» Task item
Where an entry holds an image, skip the image but reproduce the rest word for word.

START Information given

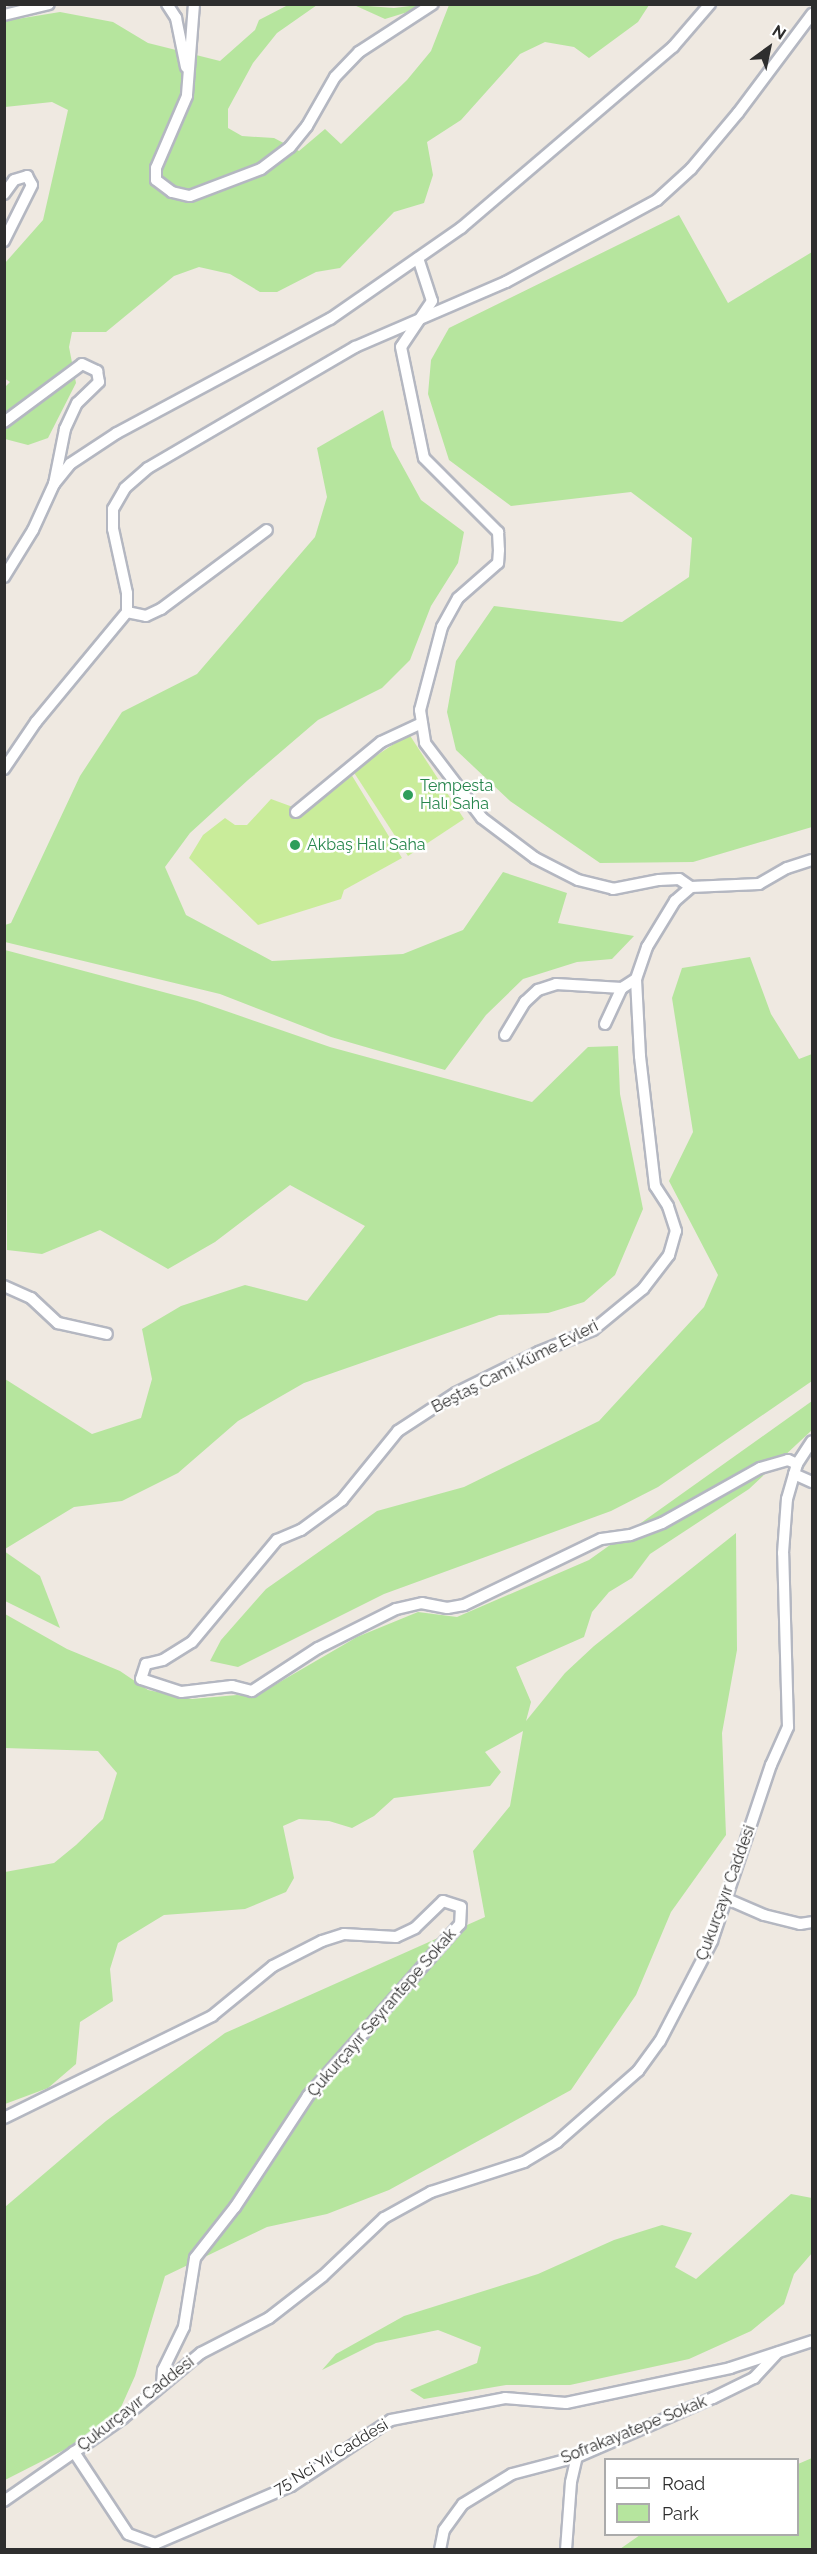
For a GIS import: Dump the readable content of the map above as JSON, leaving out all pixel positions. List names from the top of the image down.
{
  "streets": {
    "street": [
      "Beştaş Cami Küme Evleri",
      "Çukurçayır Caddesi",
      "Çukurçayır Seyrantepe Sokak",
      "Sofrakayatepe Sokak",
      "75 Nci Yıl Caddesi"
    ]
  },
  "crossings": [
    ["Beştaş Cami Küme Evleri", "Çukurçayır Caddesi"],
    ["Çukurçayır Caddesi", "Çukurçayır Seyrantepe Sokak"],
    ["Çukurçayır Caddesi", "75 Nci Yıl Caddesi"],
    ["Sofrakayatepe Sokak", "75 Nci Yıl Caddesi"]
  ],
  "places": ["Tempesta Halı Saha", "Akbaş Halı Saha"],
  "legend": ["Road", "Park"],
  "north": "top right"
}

END Information given

» Task response
For a GIS import: Dump the readable content of the map above as JSON, leaving out all pixel positions. List names from the top of the image down.
{
  "streets": {
    "street": [
      "Beştaş Cami Küme Evleri",
      "Çukurçayır Caddesi",
      "Çukurçayır Seyrantepe Sokak",
      "Sofrakayatepe Sokak",
      "75 Nci Yıl Caddesi"
    ]
  },
  "crossings": [
    ["Beştaş Cami Küme Evleri", "Çukurçayır Caddesi"],
    ["Çukurçayır Caddesi", "Çukurçayır Seyrantepe Sokak"],
    ["Çukurçayır Caddesi", "75 Nci Yıl Caddesi"],
    ["Sofrakayatepe Sokak", "75 Nci Yıl Caddesi"]
  ],
  "places": ["Tempesta Halı Saha", "Akbaş Halı Saha"],
  "legend": ["Road", "Park"],
  "north": "top right"
}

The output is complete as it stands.